---- PROVIDED INFORMATION
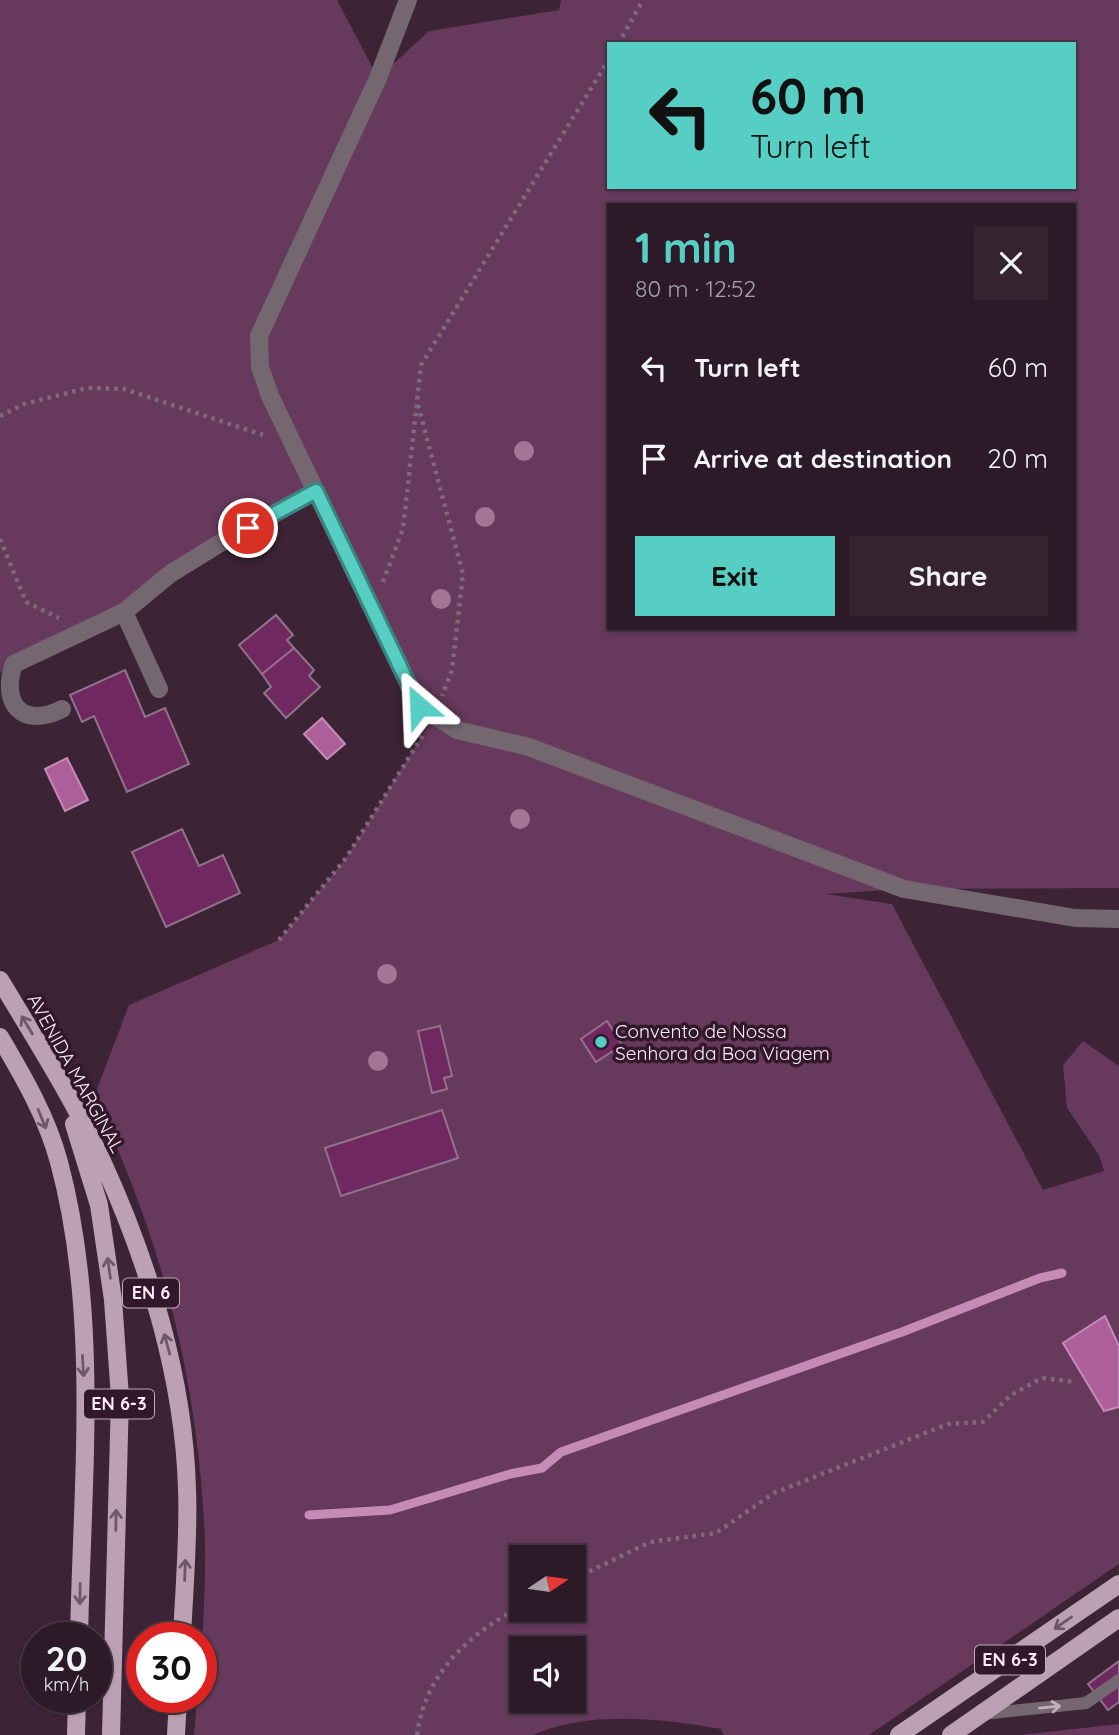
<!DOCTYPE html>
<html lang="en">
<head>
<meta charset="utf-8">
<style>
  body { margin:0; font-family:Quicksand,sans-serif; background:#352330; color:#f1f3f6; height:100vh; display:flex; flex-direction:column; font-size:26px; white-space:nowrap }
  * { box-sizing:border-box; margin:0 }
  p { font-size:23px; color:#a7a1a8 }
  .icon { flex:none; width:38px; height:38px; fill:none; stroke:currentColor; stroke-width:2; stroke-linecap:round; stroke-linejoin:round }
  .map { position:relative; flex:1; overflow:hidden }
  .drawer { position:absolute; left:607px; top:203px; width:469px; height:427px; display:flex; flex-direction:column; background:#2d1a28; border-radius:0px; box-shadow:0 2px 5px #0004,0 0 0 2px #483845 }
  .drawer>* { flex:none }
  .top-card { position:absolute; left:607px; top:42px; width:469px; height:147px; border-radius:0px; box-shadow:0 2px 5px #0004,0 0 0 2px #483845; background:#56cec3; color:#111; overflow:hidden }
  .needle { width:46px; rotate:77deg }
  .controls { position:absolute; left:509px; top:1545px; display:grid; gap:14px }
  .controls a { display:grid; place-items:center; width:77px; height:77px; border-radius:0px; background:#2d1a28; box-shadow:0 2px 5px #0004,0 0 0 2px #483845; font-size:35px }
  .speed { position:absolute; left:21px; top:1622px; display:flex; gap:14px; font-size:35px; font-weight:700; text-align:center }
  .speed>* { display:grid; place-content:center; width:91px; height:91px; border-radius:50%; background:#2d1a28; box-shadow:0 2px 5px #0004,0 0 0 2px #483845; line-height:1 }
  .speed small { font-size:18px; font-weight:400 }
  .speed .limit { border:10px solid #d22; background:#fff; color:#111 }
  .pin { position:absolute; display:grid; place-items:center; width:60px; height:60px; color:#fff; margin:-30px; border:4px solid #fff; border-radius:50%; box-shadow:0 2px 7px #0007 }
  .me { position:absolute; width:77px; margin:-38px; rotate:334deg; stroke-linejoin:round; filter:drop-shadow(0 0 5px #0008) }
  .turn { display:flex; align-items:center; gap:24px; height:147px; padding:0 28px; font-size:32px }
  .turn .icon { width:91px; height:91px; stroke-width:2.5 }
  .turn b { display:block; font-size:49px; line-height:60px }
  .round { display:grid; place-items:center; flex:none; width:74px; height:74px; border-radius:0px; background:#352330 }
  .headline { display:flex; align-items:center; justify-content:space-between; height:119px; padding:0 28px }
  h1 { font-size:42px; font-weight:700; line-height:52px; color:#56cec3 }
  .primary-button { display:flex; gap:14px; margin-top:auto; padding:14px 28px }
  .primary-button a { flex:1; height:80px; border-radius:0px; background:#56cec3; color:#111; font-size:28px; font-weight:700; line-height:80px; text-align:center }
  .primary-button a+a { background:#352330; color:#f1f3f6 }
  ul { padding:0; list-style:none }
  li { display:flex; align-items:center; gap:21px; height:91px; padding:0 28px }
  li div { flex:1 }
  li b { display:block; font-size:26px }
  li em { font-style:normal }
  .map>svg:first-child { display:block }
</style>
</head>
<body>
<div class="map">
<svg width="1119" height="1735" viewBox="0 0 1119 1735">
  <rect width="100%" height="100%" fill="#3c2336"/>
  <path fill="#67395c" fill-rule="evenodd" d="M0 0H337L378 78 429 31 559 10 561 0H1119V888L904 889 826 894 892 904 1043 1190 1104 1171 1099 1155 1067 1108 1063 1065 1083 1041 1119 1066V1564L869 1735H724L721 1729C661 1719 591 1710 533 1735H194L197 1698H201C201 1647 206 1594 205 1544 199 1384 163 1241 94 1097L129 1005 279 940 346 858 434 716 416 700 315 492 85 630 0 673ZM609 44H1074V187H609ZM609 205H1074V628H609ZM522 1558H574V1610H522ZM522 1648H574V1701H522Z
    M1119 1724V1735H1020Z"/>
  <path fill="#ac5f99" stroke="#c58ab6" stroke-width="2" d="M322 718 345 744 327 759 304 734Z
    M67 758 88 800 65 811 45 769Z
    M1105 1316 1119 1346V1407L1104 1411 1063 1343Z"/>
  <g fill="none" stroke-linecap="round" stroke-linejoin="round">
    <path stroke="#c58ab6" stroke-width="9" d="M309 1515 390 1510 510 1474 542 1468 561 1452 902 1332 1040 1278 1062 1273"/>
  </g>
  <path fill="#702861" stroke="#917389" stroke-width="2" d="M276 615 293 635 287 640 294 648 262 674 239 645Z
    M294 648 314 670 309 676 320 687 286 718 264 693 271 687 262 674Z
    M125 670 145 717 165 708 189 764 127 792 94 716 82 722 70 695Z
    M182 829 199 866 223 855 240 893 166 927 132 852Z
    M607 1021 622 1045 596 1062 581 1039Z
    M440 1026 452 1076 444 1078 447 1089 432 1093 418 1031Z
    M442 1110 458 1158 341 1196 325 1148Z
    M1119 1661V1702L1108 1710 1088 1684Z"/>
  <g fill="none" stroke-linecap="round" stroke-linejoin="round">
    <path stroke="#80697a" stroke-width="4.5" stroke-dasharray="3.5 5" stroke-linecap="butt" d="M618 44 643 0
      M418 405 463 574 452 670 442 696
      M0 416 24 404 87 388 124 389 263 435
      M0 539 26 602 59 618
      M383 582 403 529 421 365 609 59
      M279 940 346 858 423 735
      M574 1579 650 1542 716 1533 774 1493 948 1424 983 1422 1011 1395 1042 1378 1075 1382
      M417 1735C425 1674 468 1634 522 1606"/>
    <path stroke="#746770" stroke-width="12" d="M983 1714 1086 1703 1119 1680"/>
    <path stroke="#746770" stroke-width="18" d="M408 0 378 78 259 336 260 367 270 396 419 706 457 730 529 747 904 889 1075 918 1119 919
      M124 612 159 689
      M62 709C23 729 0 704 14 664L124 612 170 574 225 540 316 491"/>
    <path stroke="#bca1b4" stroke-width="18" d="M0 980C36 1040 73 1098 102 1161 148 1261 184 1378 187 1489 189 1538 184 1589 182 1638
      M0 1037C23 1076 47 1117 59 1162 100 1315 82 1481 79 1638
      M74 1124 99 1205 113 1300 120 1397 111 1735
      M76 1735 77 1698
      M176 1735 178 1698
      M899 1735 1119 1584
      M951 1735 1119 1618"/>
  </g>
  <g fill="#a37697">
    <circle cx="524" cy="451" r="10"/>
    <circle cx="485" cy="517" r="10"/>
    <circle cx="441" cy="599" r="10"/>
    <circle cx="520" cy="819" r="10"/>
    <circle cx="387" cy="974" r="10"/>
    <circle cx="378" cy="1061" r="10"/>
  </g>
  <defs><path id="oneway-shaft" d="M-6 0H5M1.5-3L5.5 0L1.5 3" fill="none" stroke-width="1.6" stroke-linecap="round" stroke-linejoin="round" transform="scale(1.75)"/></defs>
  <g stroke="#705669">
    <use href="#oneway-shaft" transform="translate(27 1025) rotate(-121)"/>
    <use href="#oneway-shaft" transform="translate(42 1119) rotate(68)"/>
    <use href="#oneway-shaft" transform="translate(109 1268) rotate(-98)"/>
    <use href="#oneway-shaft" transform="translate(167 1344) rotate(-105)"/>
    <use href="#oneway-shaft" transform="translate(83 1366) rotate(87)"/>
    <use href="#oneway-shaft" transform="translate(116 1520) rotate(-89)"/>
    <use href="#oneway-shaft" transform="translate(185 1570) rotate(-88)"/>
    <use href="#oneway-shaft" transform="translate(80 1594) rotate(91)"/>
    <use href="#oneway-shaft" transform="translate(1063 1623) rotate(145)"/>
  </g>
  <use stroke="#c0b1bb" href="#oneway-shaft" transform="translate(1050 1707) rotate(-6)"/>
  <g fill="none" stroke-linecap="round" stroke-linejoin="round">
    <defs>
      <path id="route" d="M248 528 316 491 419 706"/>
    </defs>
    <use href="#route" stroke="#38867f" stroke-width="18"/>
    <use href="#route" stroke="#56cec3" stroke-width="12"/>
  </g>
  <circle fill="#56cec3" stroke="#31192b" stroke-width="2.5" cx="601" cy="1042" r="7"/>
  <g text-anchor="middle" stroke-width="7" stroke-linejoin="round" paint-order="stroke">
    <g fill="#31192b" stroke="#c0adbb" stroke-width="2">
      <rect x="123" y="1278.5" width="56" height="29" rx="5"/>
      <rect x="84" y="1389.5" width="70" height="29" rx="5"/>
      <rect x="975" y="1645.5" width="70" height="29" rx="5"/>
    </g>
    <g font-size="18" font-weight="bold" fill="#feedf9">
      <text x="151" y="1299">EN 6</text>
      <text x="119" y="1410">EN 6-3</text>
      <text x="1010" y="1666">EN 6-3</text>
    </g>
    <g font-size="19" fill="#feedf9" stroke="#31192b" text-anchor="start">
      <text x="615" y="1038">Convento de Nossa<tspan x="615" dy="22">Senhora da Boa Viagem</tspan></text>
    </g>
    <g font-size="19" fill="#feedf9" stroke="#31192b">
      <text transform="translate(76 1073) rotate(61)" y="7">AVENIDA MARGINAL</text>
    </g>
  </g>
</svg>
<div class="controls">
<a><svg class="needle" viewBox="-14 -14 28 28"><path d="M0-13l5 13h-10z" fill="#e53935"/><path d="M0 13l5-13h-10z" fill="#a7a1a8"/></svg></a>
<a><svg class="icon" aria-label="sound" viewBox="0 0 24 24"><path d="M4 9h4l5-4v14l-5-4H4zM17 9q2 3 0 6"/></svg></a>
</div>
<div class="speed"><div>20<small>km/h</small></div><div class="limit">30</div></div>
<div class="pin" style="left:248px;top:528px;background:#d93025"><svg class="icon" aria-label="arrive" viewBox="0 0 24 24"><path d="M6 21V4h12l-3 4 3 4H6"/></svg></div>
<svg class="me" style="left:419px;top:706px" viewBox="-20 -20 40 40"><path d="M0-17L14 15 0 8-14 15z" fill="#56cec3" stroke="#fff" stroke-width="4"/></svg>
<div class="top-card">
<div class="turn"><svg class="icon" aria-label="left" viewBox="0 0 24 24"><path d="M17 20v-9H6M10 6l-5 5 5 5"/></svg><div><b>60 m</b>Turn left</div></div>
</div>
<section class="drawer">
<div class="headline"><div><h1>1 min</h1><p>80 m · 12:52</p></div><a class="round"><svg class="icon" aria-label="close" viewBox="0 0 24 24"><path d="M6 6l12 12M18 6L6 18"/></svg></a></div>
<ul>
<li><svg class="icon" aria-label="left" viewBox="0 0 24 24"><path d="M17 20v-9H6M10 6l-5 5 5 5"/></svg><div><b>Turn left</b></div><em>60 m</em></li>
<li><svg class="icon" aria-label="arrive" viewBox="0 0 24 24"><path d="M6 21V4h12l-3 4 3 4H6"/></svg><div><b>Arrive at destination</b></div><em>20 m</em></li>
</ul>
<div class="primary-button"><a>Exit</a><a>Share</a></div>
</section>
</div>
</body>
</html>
--------
EXERCISE PROMPT: Go through the records and report each line that contains "overflow".

TASK OUTPUT:
  .map { position:relative; flex:1; overflow:hidden }
  .top-card { position:absolute; left:607px; top:42px; width:469px; height:147px; border-radius:0px; box-shadow:0 2px 5px #0004,0 0 0 2px #483845; background:#56cec3; color:#111; overflow:hidden }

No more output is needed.